In 1916, when J. D. Long purchased three acres of land east of 12th Street (now Broadway) and south of what is now Iris Avenue, Boulder was just beginning to spread north from its downtown core. In the decades to come, residential subdivisions would replace most of North Boulder’s farm and ranch lands.

Long’s Gardens, at 3240 Broadway, has been a working farm for more than a century. Today, with 25 acres, it’s the largest agriculturally zoned property within the city limits. A lot of people want to see it retain its roots, and one of them is J. D.’s granddaughter, Catherine Long Gates, who runs the farm today.

“Being able to live on the same land that has nourished and sheltered my family for over 100 years is a very special gift that connects me to earlier times and imparts a sense of history,” said Catherine Long Gates.

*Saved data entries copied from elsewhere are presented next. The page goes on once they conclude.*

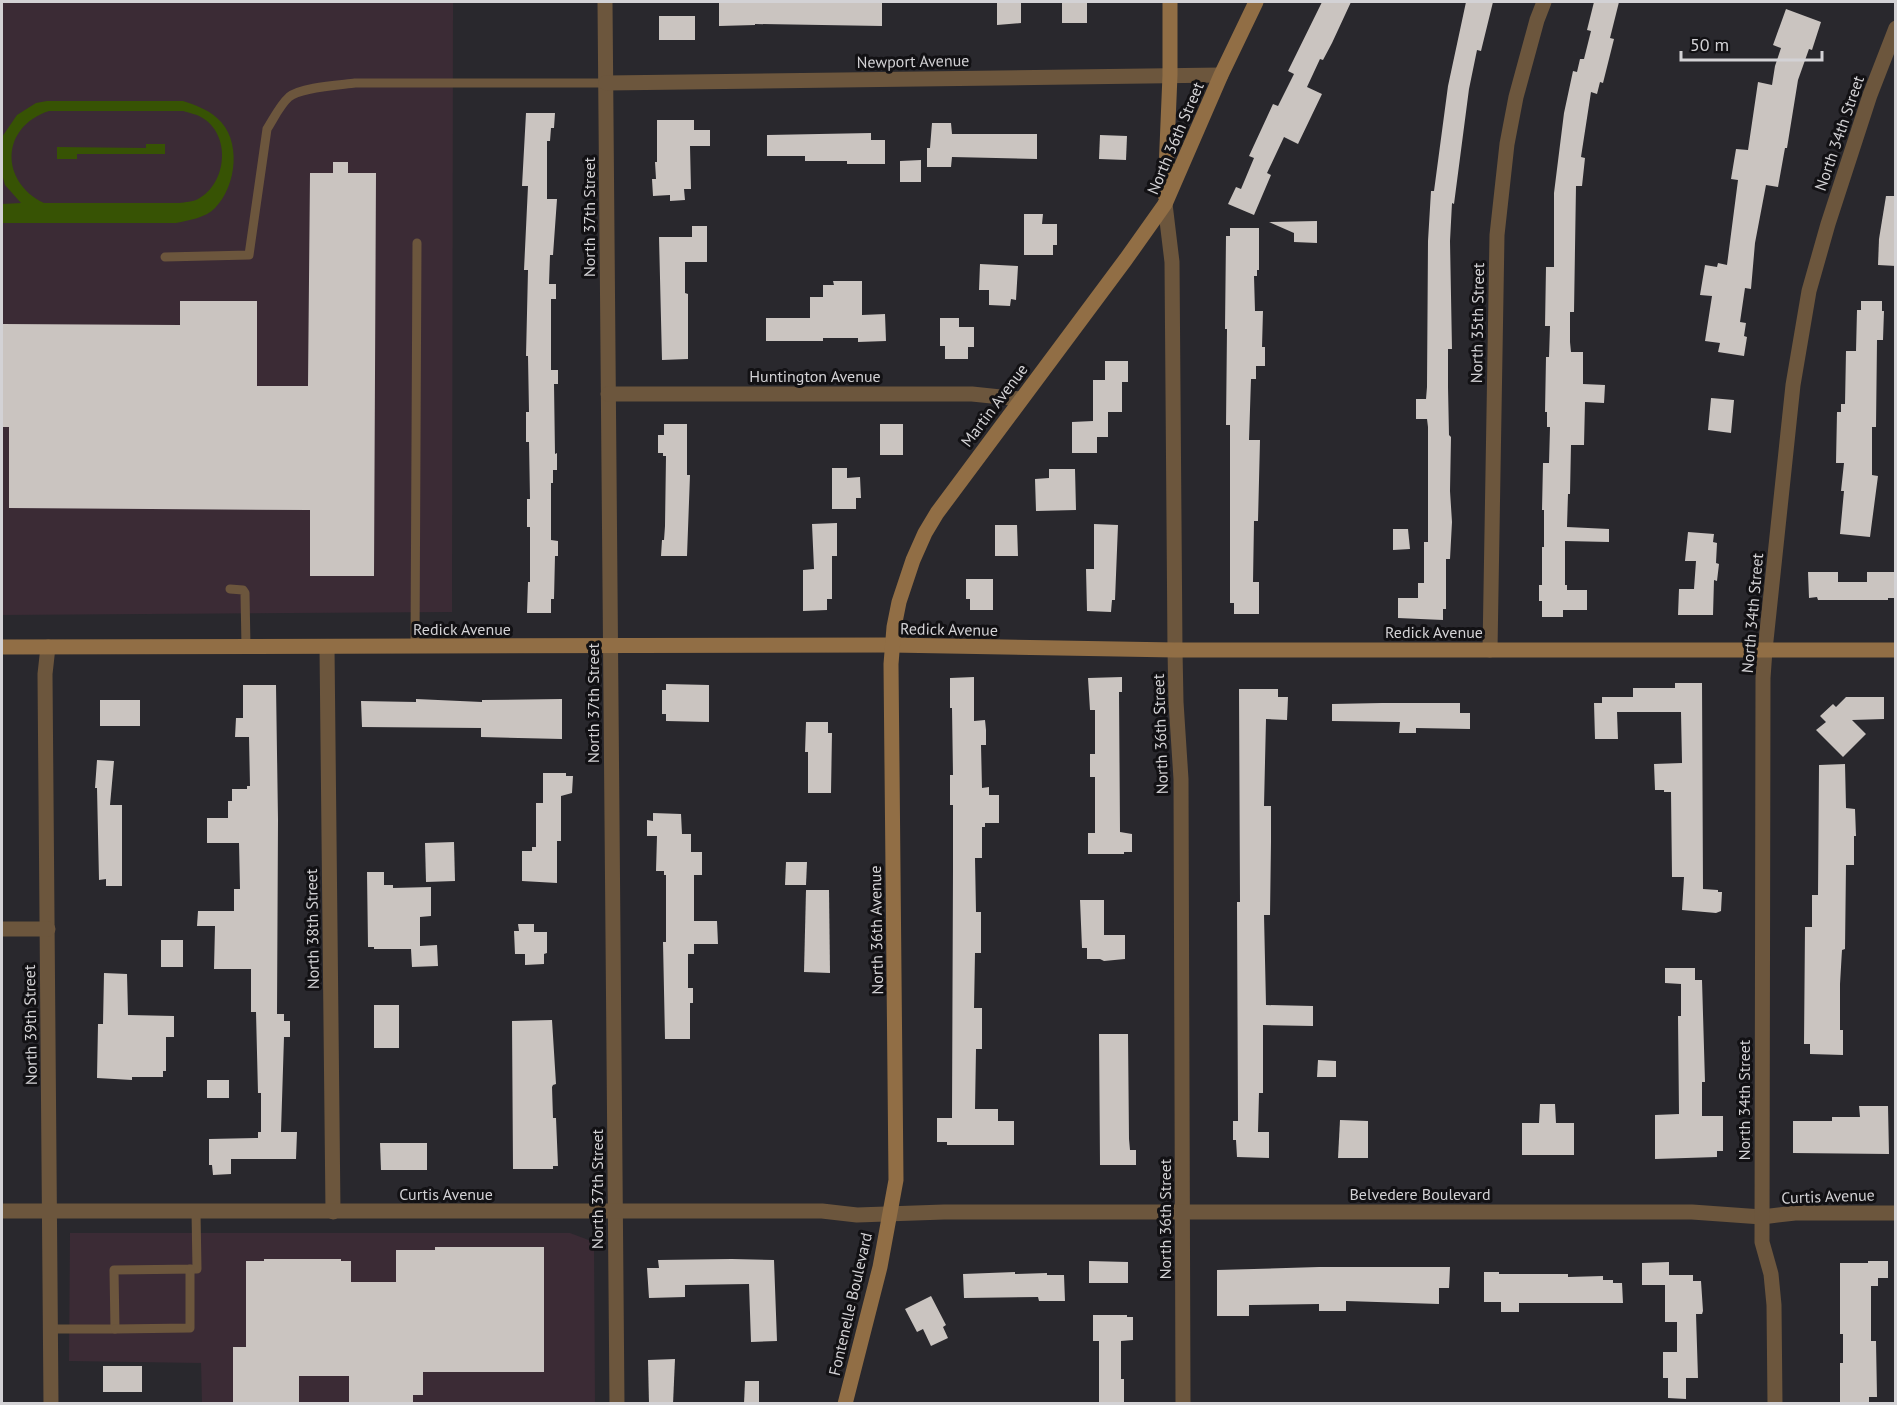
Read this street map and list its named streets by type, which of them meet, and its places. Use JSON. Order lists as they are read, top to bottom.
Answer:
{
  "streets": {
    "street": [
      "Newport Avenue",
      "North 34th Street",
      "North 36th Street",
      "North 37th Street",
      "North 35th Street",
      "Huntington Avenue",
      "Martin Avenue",
      "Redick Avenue",
      "North 38th Street",
      "North 36th Avenue",
      "North 39th Street",
      "Curtis Avenue",
      "Belvedere Boulevard",
      "Fontenelle Boulevard"
    ]
  },
  "crossings": [
    ["Newport Avenue", "North 36th Street"],
    ["Newport Avenue", "North 37th Street"],
    ["North 34th Street", "Redick Avenue"],
    ["North 34th Street", "Curtis Avenue"],
    ["North 34th Street", "Belvedere Boulevard"],
    ["North 36th Street", "Martin Avenue"],
    ["North 36th Street", "Redick Avenue"],
    ["North 36th Street", "Belvedere Boulevard"],
    ["North 37th Street", "Huntington Avenue"],
    ["North 37th Street", "Redick Avenue"],
    ["North 37th Street", "Curtis Avenue"],
    ["North 35th Street", "Redick Avenue"],
    ["Huntington Avenue", "Martin Avenue"],
    ["Martin Avenue", "Redick Avenue"],
    ["Martin Avenue", "North 36th Avenue"],
    ["Redick Avenue", "North 38th Street"],
    ["Redick Avenue", "North 36th Avenue"],
    ["Redick Avenue", "North 39th Street"],
    ["North 38th Street", "Curtis Avenue"],
    ["North 36th Avenue", "Curtis Avenue"],
    ["North 36th Avenue", "Belvedere Boulevard"],
    ["North 36th Avenue", "Fontenelle Boulevard"],
    ["North 39th Street", "Curtis Avenue"],
    ["Curtis Avenue", "Belvedere Boulevard"],
    ["Curtis Avenue", "Fontenelle Boulevard"],
    ["Belvedere Boulevard", "Fontenelle Boulevard"]
  ],
  "scale_bar": "50 m"
}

J. D. Long moved to Boulder in 1898 from Iowa, hoping that Colorado’s dry climate would help cure his tuberculosis. Initially, he managed a mercantile store in downtown Boulder and developed its seed-and-bulb line.

In 1914, in an article titled “Going to Seed,” the Camera announced that J. D. Long wanted to spend more time outdoors. “With this in mind,” the reporter wrote, “[he] will devote a portion of his time to the growing of some of his specialties in seeds, plants, and bulbs. For this purpose, he is now arranging for a suitable tract of land near town.”

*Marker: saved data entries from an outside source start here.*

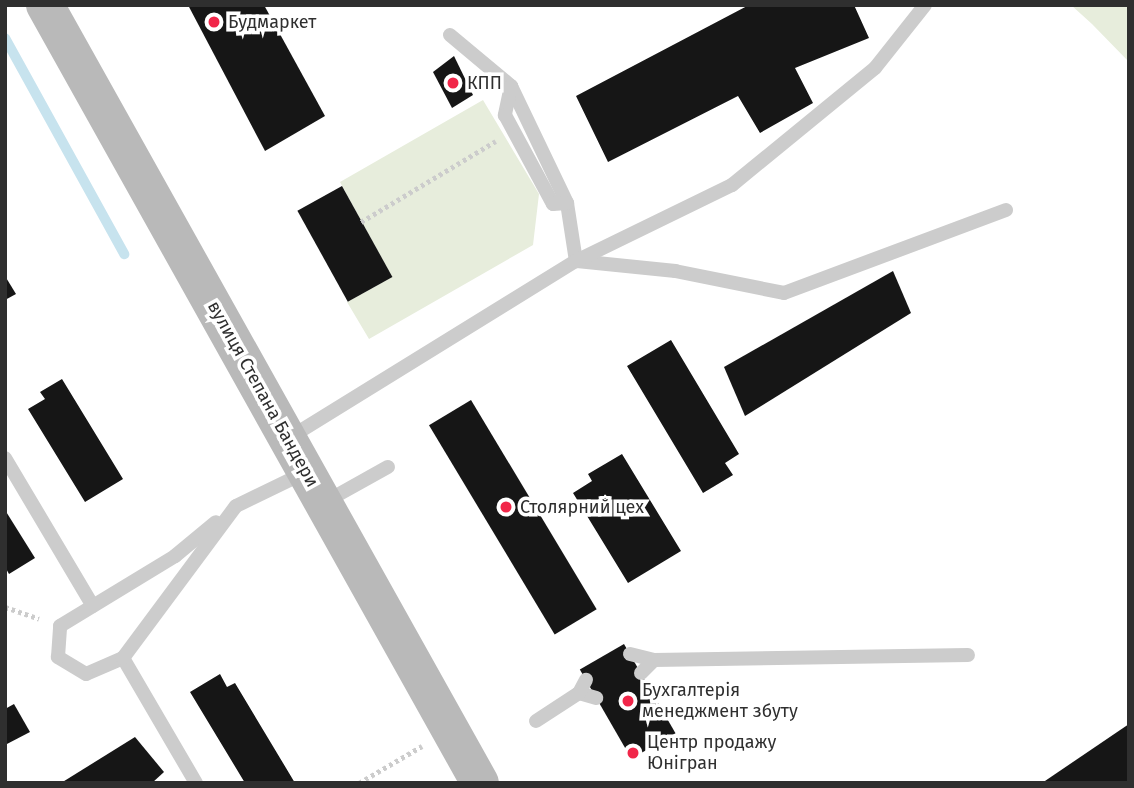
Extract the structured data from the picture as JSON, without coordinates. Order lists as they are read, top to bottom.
{
  "streets": {
    "street": ["вулиця Степана Бандери"]
  },
  "places": [
    "Будмаркет",
    "КПП",
    "Столярний цех",
    "Бухгалтерія менеджмент збуту",
    "Центр продажу Юнігран"
  ]
}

Two years later, when J. D. Long (and his wife Cora) purchased their North Boulder acreage, they began raising gladiolus flowers as well as irises, dahlias and peonies. By then, they had established the J. D. Long Seed Company and were mailing their spring and fall catalogs, including gardening advice, to customers all over the country.

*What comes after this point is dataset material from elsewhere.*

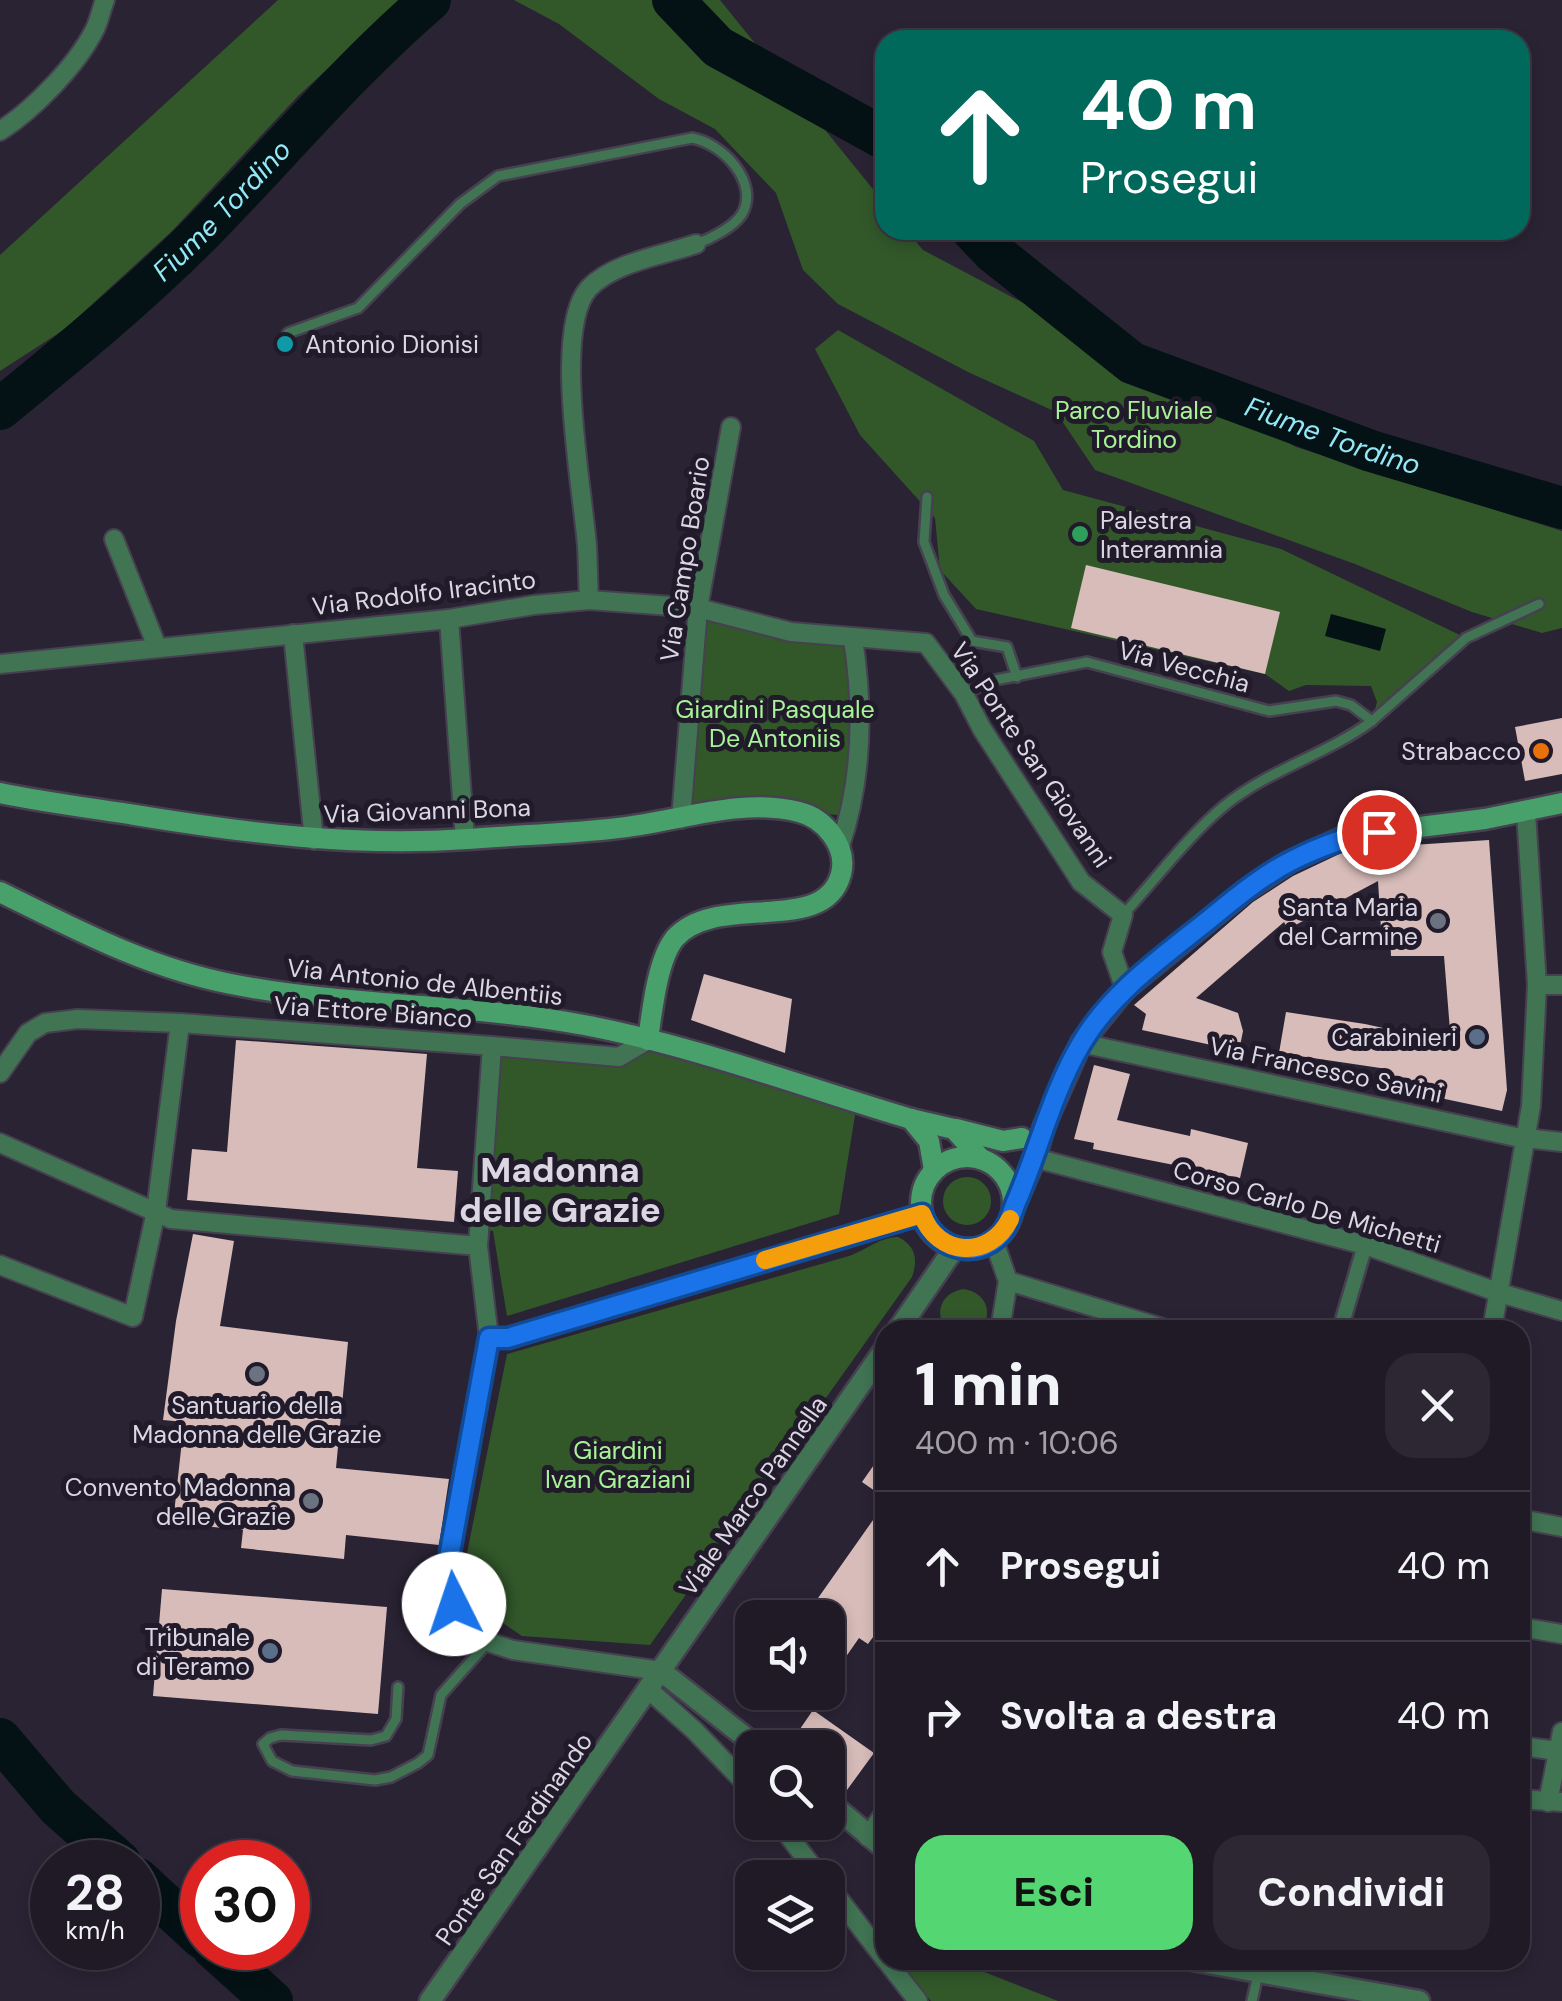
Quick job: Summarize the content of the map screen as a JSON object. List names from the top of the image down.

The Camera called Long’s Gardens a “show place,” stating, “Visitors to Boulder often inquire for Mr. Long’s gardens and are eager to meet personally the man whose flowers have added to the beauty of their homes and brought pleasure to their lives.”

The Longs bought more land and, at one time, increased their fields to 40 acres, continuing to sell flower bulbs and seeds through their retail and mail-order business.

In 1940, J. D. and Cora Long moved to Mapleton Hill, and their son Everett Long and his wife Anne Long (Catherine Long Gates’ parents), took over the family business. Before long, they concentrated on irises, as they were more drought-tolerant. Meanwhile Catherine, from the age of 3 years old, helped weed the rows and harvest the seeds, pitching in when needed. As a child, she even got to drive a small tractor.

Thanks to the Boulder City Council’s recent agreement to include on the November ballot a Conservation Easement to purchase the property, neighbors, other Boulder residents, and even passersby are hopeful that Long’s Gardens will remain an urban farm for a long time to come.

“One hundred years from now there may be none of my relations here,” said Catherine Long Gates, “but there will be the larger family –– the community –– that will hopefully be renewed and enriched by experiencing a small step back in time and a deep dive into the earth.”